I am working on 16S seqs that were amplified an archaea-specific primer set; however, I found that the amplicons also comprised a large portion of bacteria in the taxonomic analysis using seqs prepared as described in qiime2. Those contamination of bacterial seqs will be obstacle the diversity analyses for the pure archaea sequence.
Is there any way to remove bacterial seqs from the rep-seqs and table that were generated through DADA2 step; such that I could make tree using the bacterial seq-deleted one, and continue the alpha and beta diversity analyses?
Thanks for all your cooperation.
qiime filter-seqs
--i-sequences arch-seqs.qza
--i-taxonomy arch_taxonomy.qza
--p-include Archaea
--o-filtered-sequences seqs-no-bact.qza
that resulted in a problem as below.
** (1/1) Invalid value for '--i-sequences': Expacted an artifact of at least type FeatureData[Sequence]. An artifact of type SampleData[ParedEndSequencesWithQuality] was provided**.
Could you let me know what I have to do to solve this problem?
I did not use rep-seqs.qza, but used just imported seqs. Yes, now i found that the rep-seqs is working for this. thanks for your comments.
Quick question,
why is it not used --p-exclude bacteria instead of --p-include Archaea if we would like to remove bacterial seqs from arch and bact mixed seqs?

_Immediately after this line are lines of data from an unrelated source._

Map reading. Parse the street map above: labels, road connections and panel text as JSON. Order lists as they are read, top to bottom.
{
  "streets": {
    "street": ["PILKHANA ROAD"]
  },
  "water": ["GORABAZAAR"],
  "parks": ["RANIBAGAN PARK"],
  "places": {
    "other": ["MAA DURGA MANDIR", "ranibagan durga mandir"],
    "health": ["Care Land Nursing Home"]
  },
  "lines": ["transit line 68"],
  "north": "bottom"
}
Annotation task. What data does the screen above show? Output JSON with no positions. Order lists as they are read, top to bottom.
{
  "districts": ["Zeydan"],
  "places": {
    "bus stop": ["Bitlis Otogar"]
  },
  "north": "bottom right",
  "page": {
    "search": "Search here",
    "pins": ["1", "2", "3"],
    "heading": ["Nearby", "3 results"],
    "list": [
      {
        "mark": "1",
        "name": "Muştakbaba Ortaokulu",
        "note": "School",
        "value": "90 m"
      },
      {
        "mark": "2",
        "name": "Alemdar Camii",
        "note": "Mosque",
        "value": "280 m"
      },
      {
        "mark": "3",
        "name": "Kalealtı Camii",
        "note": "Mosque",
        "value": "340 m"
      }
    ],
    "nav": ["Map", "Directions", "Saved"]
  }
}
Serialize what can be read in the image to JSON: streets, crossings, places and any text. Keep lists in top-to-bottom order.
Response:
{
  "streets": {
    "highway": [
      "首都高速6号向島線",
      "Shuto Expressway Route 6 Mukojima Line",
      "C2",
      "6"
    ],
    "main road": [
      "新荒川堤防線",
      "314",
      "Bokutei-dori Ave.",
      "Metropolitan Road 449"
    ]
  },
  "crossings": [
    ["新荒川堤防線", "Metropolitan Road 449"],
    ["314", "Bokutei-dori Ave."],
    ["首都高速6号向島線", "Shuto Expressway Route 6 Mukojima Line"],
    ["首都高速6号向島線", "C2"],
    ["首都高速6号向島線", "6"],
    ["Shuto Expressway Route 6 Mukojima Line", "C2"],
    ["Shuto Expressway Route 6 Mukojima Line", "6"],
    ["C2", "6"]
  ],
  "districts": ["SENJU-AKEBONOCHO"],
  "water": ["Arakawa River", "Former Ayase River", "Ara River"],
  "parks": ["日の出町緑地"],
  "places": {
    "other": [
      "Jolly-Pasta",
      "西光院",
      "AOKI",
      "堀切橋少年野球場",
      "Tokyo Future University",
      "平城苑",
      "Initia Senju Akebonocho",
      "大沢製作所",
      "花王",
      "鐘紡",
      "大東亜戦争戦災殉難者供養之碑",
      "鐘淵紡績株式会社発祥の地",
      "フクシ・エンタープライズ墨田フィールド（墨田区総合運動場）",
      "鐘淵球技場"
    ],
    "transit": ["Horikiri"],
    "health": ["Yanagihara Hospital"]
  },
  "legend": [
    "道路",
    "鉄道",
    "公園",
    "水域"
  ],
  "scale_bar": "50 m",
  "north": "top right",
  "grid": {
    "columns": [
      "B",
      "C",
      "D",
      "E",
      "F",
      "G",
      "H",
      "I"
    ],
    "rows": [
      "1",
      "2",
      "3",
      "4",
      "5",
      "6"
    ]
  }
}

It sounds that my seqs may contain also fungal and other eukaryotic seqs.
Let me make sure that "--p-include" has function to specifically select archaeal seqs from the sequences annotated as archaea, bacteria, fungi and other eukaryote. Am I correctly understanding?
thanks for all your answers, which help me to do this.
Let me shift the topic to a basic question. .
Do you know why my seqs are affiliated with bacteria (13-90% of total seqs) more than archaea from several samples even though they were amplified using a archaea-specific primers and I extracted the Silva references with the primer sequences? Do you think it is primer issue or method problem (e.g., silva-ref-based classifier)?
Usually you may expect that archaea accounts for relatively small amounts of both taxa and abundances. Using bacteria specific primers will even more reduce archaeal amplicons, meanwhile archaea specific primers will help to amplify more archaeal reads. But probably they are just not specific enough to get rid of bacteria and eukaryota on the PCR step.
I am currently analyzing archaeal dataset with no better distribution by domains.
In subsequent, now, I would like to delete the phylum cyanobacteria from the purified bacterial seqs. I tried to use --p-exclude P_cyanobacteria, but it seemed not work, keeping the cyano-seqs in the resulting file. which code(s) do i have to use for this purpose?